→ **What the exercise asks**
Look through the lines below; wherever the word "direction" appears, copy that line.

START Data section

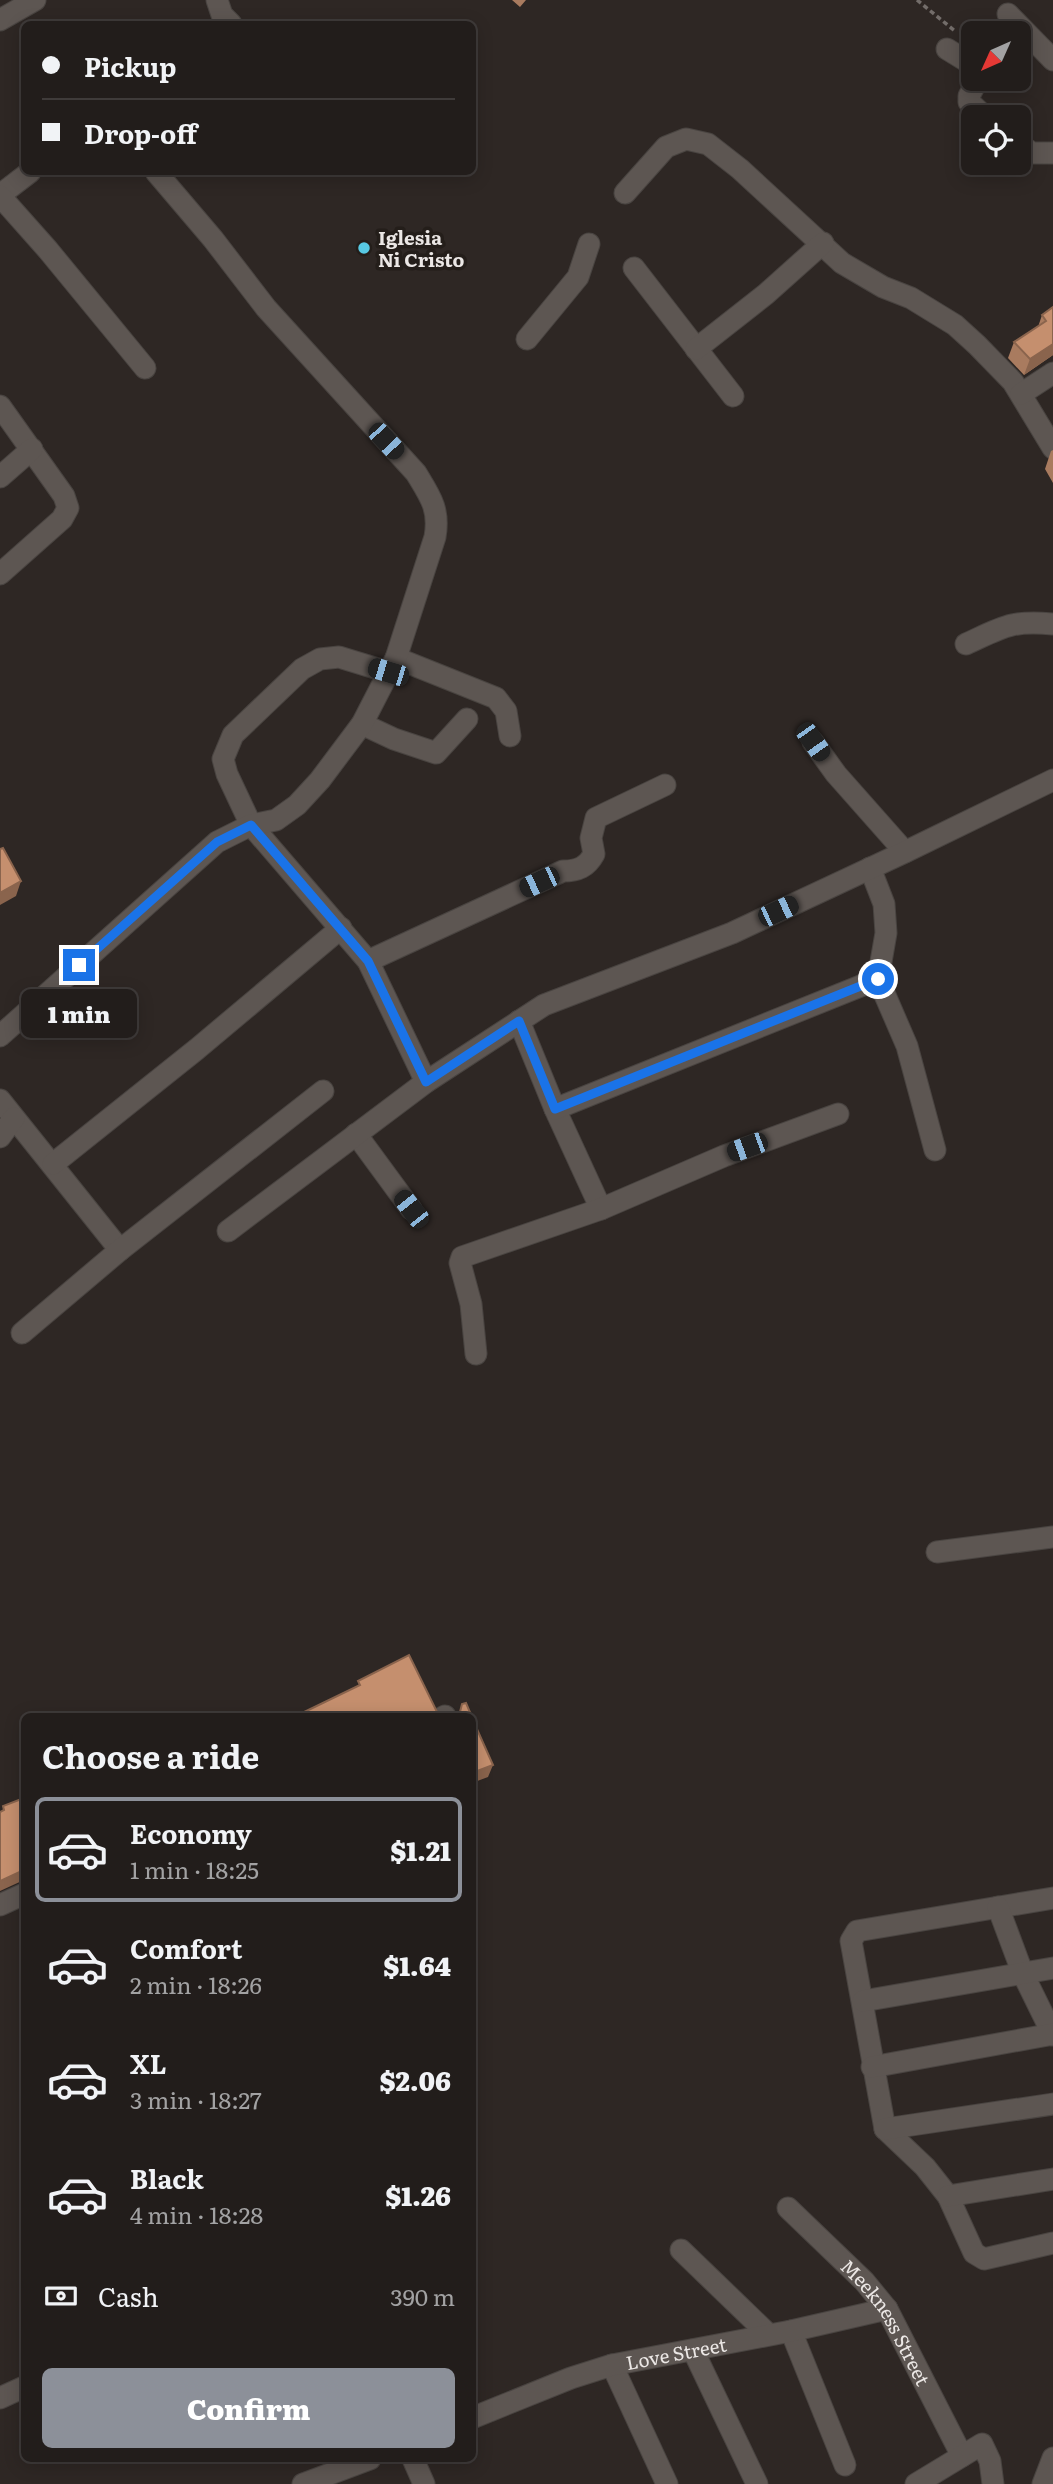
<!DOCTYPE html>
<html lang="en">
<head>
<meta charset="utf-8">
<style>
  :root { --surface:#221d1b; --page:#2e2a28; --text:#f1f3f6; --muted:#a2a2a3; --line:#3f3b3a; --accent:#8c9099 }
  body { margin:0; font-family:Literata,serif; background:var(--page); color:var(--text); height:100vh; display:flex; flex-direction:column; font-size:26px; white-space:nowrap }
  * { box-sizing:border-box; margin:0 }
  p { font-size:23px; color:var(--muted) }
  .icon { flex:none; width:38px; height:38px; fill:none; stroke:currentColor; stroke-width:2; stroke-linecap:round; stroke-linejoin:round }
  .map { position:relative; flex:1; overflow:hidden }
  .side { position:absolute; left:21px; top:1713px; width:455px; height:749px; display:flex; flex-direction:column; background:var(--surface); border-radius:10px; box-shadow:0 4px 18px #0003,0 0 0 2px var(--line) }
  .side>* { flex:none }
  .hud { position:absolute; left:21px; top:21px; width:455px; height:154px; border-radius:10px; box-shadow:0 4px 18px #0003,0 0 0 2px var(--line); display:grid; align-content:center; height:154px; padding:0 21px; background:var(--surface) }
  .needle { width:46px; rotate:225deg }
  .tools { position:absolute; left:961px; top:21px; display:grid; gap:14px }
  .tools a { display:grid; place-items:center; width:70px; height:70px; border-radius:10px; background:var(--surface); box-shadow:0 4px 18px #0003,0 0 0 2px var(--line); font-size:35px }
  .end { position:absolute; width:32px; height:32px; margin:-16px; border:9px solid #1a73e8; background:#fff; box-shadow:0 0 0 4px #fff }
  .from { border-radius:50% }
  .bubble { position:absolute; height:49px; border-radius:10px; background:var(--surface); box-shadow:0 4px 18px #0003,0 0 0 2px var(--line); font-size:23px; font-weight:800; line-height:49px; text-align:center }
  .car { position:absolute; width:21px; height:42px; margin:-21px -10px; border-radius:9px; box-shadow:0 0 5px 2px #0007; background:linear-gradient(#222 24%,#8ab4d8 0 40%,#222 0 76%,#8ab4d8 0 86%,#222 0) }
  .hud b { display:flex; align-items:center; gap:24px; height:66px; font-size:26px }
  .hud b+b { border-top:2px solid var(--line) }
  .hud i { width:18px; height:18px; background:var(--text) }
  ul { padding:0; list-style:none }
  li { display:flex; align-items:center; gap:21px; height:105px; margin:0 14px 10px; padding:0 7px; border:4px solid transparent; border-radius:10px }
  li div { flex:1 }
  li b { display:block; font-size:26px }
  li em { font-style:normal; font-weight:800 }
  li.selected { border-color:var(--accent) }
  li>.icon { width:63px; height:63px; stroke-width:1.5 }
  h2 { padding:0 21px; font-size:32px; line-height:84px }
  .pay { display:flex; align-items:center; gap:18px; height:77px; padding:0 21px; font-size:26px }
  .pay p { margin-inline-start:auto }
  .primary-button { display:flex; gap:14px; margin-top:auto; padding:14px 21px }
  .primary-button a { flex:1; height:80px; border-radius:10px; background:var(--accent); color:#fff; font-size:28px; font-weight:800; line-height:80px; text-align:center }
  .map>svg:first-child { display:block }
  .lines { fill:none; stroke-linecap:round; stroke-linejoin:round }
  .minor-casing { stroke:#494441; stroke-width:23 }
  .path { stroke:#736d6a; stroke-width:3.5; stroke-dasharray:5 3.5; stroke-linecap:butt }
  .minor { stroke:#5d5652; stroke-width:21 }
  .wall { fill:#a97b5f }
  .shaded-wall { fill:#8a644d }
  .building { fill:#c58f6e; stroke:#8a644d; stroke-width:2 }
  .route { stroke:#1a73e8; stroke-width:9 }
  .poi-dot { fill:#58c9e3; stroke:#241e1a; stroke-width:2.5 }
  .labels { text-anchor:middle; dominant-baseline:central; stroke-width:7; stroke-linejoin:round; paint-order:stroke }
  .poi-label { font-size:19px; font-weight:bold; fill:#ebe7e5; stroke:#241e1a; text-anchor:start }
  .street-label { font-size:19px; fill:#ebe7e5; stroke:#241e1a }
</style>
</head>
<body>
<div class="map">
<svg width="1053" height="2484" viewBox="0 0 1053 2484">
  <rect width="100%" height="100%" fill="#2e2724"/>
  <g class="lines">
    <defs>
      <g id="minor">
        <path d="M217,0L222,15L231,24"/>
        <path d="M1008,14L1053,60"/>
        <path d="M0,20L35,0"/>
        <path d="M947,49L973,65"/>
        <path d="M978,79L969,96V102L985,117"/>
        <path d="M1018,143L1032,153H1053"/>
        <path d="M625,193L666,147L686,139L708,144L740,169L842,263L883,287L911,298L955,325L977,345L1013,382L1053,448"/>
        <path d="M0,195L30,172"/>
        <path d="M0,196L48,250L145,368"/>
        <path d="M634,268L733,396"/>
        <path d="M527,339L578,277L589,244"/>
        <path d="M696,349L766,294L823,243"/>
        <path d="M1021,394L1053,373"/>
        <path d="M0,406L64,496L68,508L62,519L0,574"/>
        <path d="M0,477L32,449"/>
        <path d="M966,644C1003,627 1011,620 1053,624"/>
        <path d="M396,658L496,698L506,711L510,736"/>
        <path d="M388,672L339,657L320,659L302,669L233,735L223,759L227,774L251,825L368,961L426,1082"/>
        <path d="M362,724L394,739L436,753L467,719"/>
        <path d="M813,742L836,774L905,852"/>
        <path d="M870,868L884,904L886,933L878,979L907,1046L935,1150"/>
        <path d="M368,961L563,871C578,871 587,867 594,854L591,838L596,818L665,785"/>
        <path d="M519,1021L555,1109L601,1209"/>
        <path d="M0,1036L217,842L251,825L276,820L297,805L320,780L362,724L396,658L435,537C440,509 430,496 416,473L266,308L213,239L156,172"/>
        <path d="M0,1100L120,1250"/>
        <path d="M555,1109L878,979"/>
        <path d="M356,1134L411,1209"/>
        <path d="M0,1137L14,1118"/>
        <path d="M53,1164L197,1049L341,928"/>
        <path d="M228,1231L426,1082L544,1005L732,933L905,852L1053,780"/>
        <path d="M22,1333L120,1250L323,1091"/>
        <path d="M476,1354L471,1304L460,1263L462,1257L601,1209L724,1156L838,1114"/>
        <path d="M937,1552L1053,1537"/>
        <path d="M443,1717L445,1716"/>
        <path d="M1053,1898L857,1931L851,1941L885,2129L925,2167L948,2196L974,2253L984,2259L1053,2243"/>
        <path d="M0,1905L24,1894"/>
        <path d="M998,1907L1023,1974L1053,2035"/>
        <path d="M863,2001L1053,1968"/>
        <path d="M872,2067L1053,2034"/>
        <path d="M885,2129L1053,2104"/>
        <path d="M948,2196L1053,2179"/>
        <path id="s1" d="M788,2208L864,2281L887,2309L962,2456"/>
        <path d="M681,2250L768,2334"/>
        <path d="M791,2331L845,2465"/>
        <path d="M693,2350L757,2484"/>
        <path d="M612,2365L667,2484"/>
        <path d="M0,2398L24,2387"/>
        <path id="s2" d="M472,2418L571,2378L612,2365L791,2331L887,2309"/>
        <path d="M413,2459L424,2484"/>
        <path d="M303,2484L370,2459"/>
        <path d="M916,2484L982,2444L990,2461L993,2484"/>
        <path d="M1043,2484L1053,2458"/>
      </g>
    </defs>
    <use href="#minor" class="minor-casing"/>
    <path class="path" d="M917,0L955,31"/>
    <use href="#minor" class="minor"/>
  </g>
  <path class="wall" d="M512,0H526L520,7Z
    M1053,307V355L1024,375L1008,358L1014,342L1038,327L1042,315Z
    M1053,450V483L1045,469L1051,451Z"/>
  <path class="shaded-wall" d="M1053,344V355L1024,375L1030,359Z
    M21,881L16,896L0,905V893Z
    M493,1765L488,1777L472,1783V1773Z
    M24,1870V1880L0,1891V1881Z"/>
  <path class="building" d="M1053,307V344L1030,359L1014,342L1046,321L1042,315Z
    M3,848L21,881L0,893V849Z
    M409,1655L439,1716L441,1717H296V1716L360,1685L358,1681Z
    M466,1703L472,1717H454L460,1712L462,1704Z
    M472,1718L493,1765L472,1773Z
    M24,1798V1870L0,1881V1812L4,1810L3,1806Z"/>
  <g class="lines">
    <path class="route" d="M79,965L217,842L251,825L368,961L426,1082L519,1021L555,1109L878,979"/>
  </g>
  <circle class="poi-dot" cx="364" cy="248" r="7"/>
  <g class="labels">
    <g class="poi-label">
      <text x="378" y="237">Iglesia<tspan x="378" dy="22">Ni Cristo</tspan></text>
    </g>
    <g class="street-label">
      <text stroke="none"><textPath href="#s1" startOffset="152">Meekness Street</textPath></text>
      <text stroke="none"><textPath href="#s2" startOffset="215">Love Street</textPath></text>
    </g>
  </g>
</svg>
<div class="tools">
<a><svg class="needle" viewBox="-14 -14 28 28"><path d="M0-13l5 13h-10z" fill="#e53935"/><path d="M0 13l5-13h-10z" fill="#a2a2a3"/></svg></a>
<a><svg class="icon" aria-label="locate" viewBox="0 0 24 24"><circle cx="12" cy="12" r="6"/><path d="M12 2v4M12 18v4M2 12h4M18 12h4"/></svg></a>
</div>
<i class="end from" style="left:878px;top:979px"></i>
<i class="end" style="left:79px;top:965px"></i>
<div class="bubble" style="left:21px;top:989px;width:116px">1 min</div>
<i class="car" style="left:386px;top:441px;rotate:137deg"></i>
<i class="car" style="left:388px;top:672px;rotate:287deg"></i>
<i class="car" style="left:813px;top:742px;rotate:145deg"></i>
<i class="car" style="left:539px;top:882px;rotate:245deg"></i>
<i class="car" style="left:778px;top:911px;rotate:65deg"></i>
<i class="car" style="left:747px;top:1147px;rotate:250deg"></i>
<i class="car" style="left:411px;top:1209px;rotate:322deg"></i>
<div class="hud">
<b><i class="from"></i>Pickup</b>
<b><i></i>Drop-off</b>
</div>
<section class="side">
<h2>Choose a ride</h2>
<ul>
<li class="selected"><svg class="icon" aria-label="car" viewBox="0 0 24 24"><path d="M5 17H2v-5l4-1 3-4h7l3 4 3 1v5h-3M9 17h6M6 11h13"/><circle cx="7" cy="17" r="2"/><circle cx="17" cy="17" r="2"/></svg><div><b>Economy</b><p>1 min · 18:25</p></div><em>$1.21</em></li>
<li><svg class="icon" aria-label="car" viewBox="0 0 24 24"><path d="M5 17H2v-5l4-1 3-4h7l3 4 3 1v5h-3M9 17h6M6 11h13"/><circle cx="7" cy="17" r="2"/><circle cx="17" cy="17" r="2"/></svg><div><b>Comfort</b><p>2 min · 18:26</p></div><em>$1.64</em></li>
<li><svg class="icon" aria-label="car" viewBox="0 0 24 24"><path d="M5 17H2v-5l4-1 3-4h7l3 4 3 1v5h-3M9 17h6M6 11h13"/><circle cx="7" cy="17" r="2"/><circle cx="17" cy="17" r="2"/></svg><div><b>XL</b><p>3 min · 18:27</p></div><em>$2.06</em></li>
<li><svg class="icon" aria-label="car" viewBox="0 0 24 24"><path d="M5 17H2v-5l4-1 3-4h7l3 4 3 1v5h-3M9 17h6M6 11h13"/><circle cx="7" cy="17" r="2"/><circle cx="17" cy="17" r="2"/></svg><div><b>Black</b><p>4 min · 18:28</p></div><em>$1.26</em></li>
</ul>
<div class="pay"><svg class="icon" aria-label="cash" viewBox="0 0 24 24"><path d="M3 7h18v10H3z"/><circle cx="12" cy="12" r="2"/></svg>Cash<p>390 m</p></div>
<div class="primary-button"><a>Confirm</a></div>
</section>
</div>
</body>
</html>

END Data section

→ **Response area**
  body { margin:0; font-family:Literata,serif; background:var(--page); color:var(--text); height:100vh; display:flex; flex-direction:column; font-size:26px; white-space:nowrap }
  .side { position:absolute; left:21px; top:1713px; width:455px; height:749px; display:flex; flex-direction:column; background:var(--surface); border-radius:10px; box-shadow:0 4px 18px #0003,0 0 0 2px var(--line) }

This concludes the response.